'''

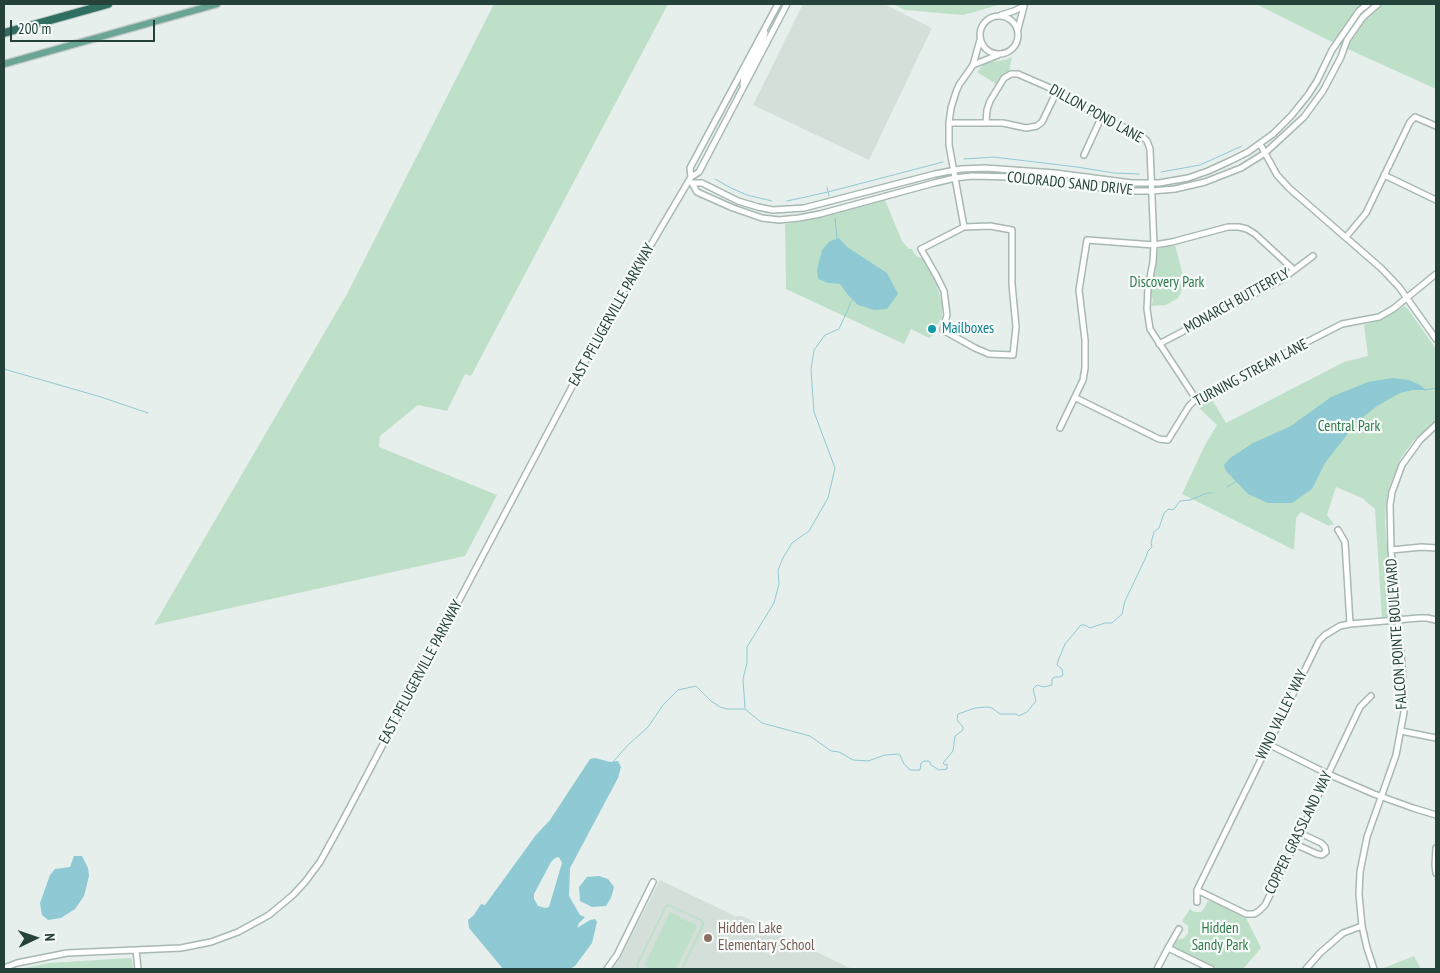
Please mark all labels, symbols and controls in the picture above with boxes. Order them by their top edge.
scale bar [12,10,158,42]
text: 200 m [18,19,51,38]
street label: DILLON POND LANE [1046,81,1146,147]
street label: COLORADO SAND DRIVE [1006,168,1134,200]
street label: EAST PFLUGERVILLE PARKWAY [565,241,659,389]
street label: MONARCH BUTTERFLY [1181,265,1293,337]
park label: Discovery Park [1130,274,1204,292]
place label: Mailboxes [942,320,994,338]
marker: Mailboxes [926,323,938,335]
street label: TURNING STREAM LANE [1191,335,1311,411]
park label: Central Park [1318,418,1380,436]
street label: FALCON POINTE BOULEVARD [1383,558,1411,710]
street label: EAST PFLUGERVILLE PARKWAY [375,597,467,747]
street label: WIND VALLEY WAY [1252,667,1312,763]
street label: COPPER GRASSLAND WAY [1261,769,1337,897]
north arrow [10,913,60,963]
place label: Hidden Lake Elementary School [718,920,815,955]
park label: Hidden Sandy Park [1192,920,1248,955]
marker: Hidden Lake Elementary School [702,932,714,944]
text: N [41,933,59,941]

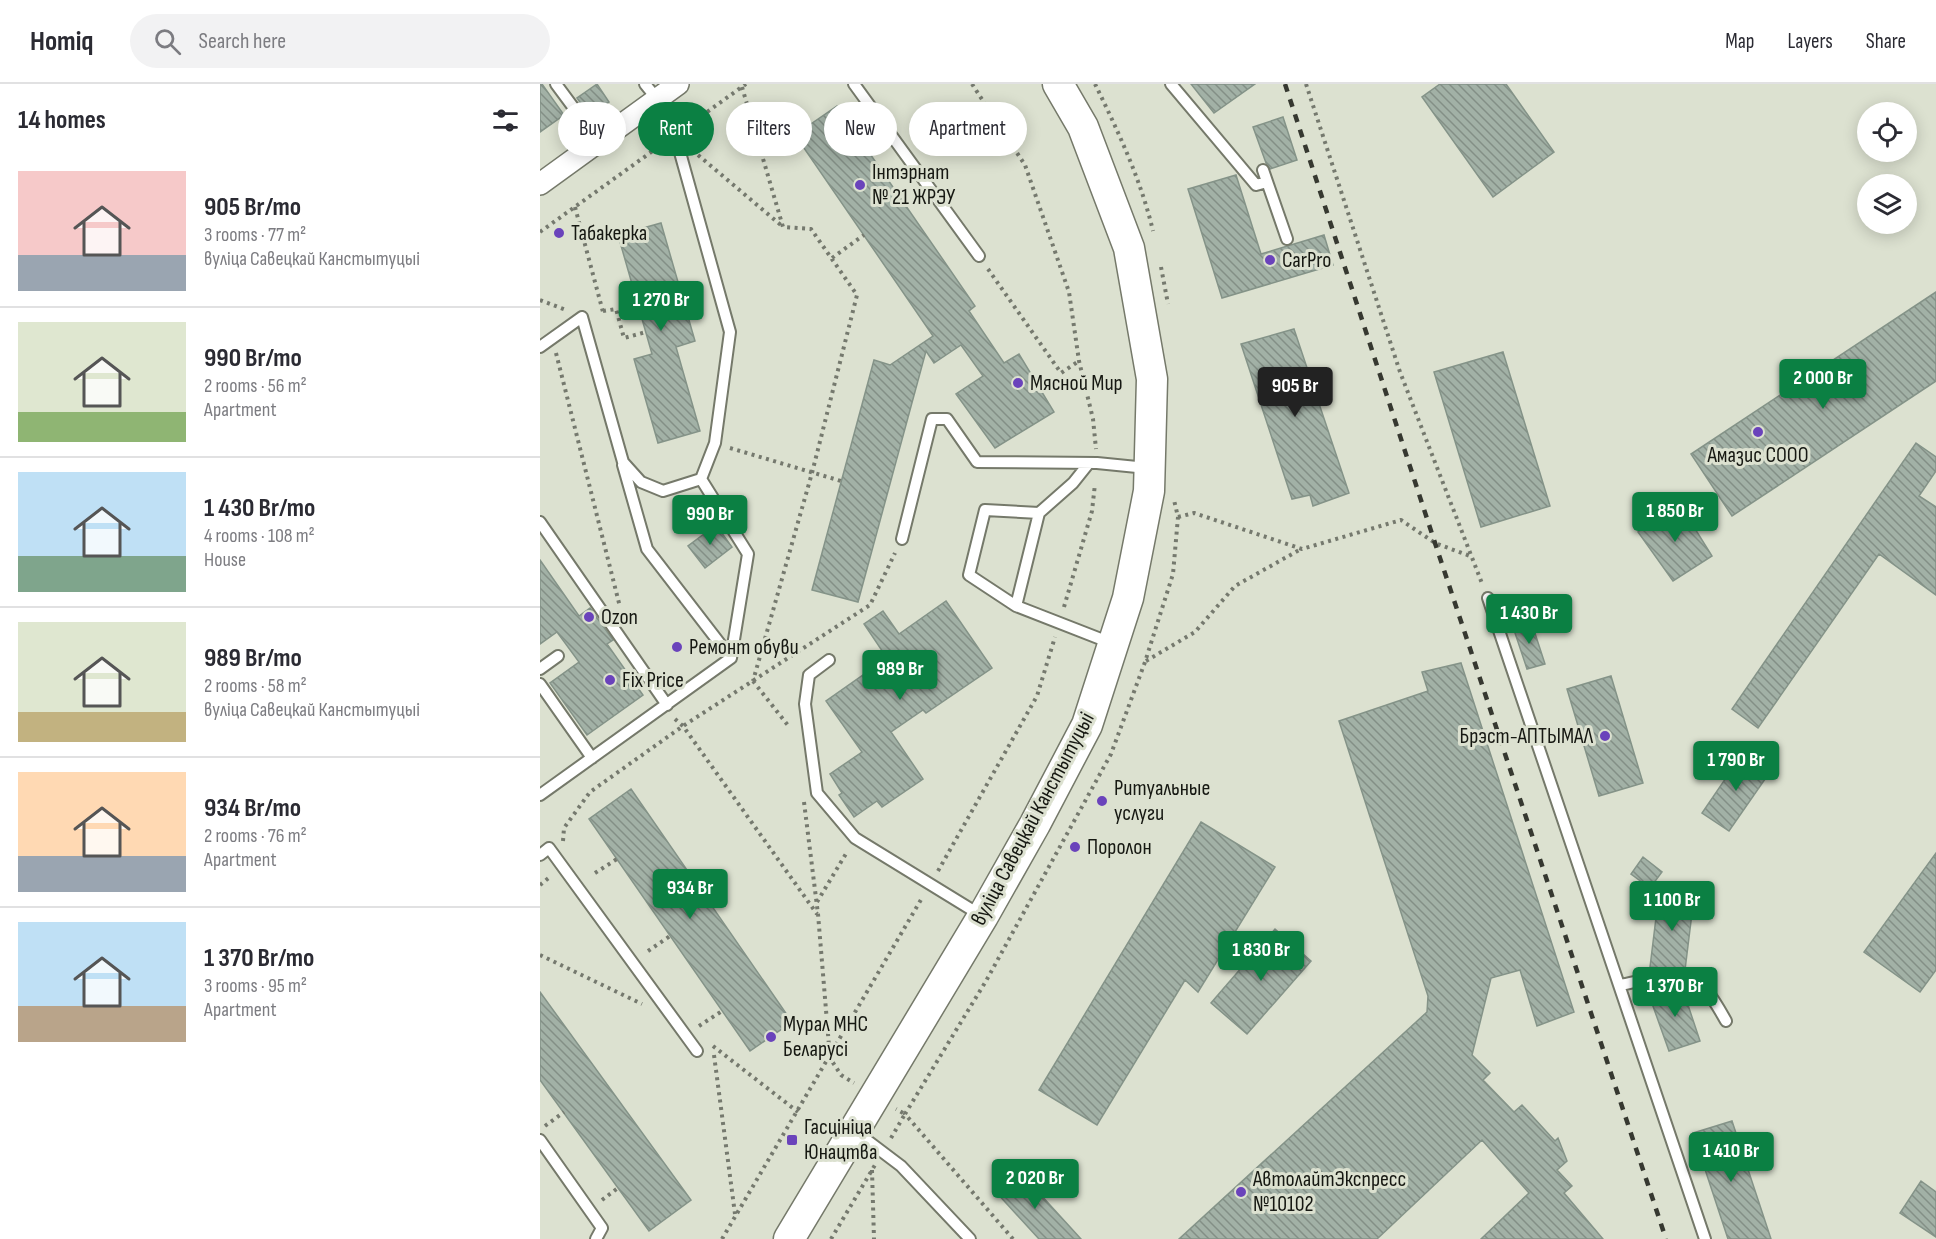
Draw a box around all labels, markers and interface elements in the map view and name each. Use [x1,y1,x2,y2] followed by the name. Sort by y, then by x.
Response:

'''

Work instruction | Write out the entries above verbatim, without pictures.

Task result |
Please mark all labels, symbols and controls in the picture above with boxes. Order them by their top edge.
scale bar [12,10,158,42]
text: 200 m [18,19,51,38]
street label: DILLON POND LANE [1046,81,1146,147]
street label: COLORADO SAND DRIVE [1006,168,1134,200]
street label: EAST PFLUGERVILLE PARKWAY [565,241,659,389]
street label: MONARCH BUTTERFLY [1181,265,1293,337]
park label: Discovery Park [1130,274,1204,292]
place label: Mailboxes [942,320,994,338]
marker: Mailboxes [926,323,938,335]
street label: TURNING STREAM LANE [1191,335,1311,411]
park label: Central Park [1318,418,1380,436]
street label: FALCON POINTE BOULEVARD [1383,558,1411,710]
street label: EAST PFLUGERVILLE PARKWAY [375,597,467,747]
street label: WIND VALLEY WAY [1252,667,1312,763]
street label: COPPER GRASSLAND WAY [1261,769,1337,897]
north arrow [10,913,60,963]
place label: Hidden Lake Elementary School [718,920,815,955]
park label: Hidden Sandy Park [1192,920,1248,955]
marker: Hidden Lake Elementary School [702,932,714,944]
text: N [41,933,59,941]

Draw a box around all labels, markers and interface elements in the map view and name each. Use [x1,y1,x2,y2] followed by the name. Sort by y, then by x.
Response:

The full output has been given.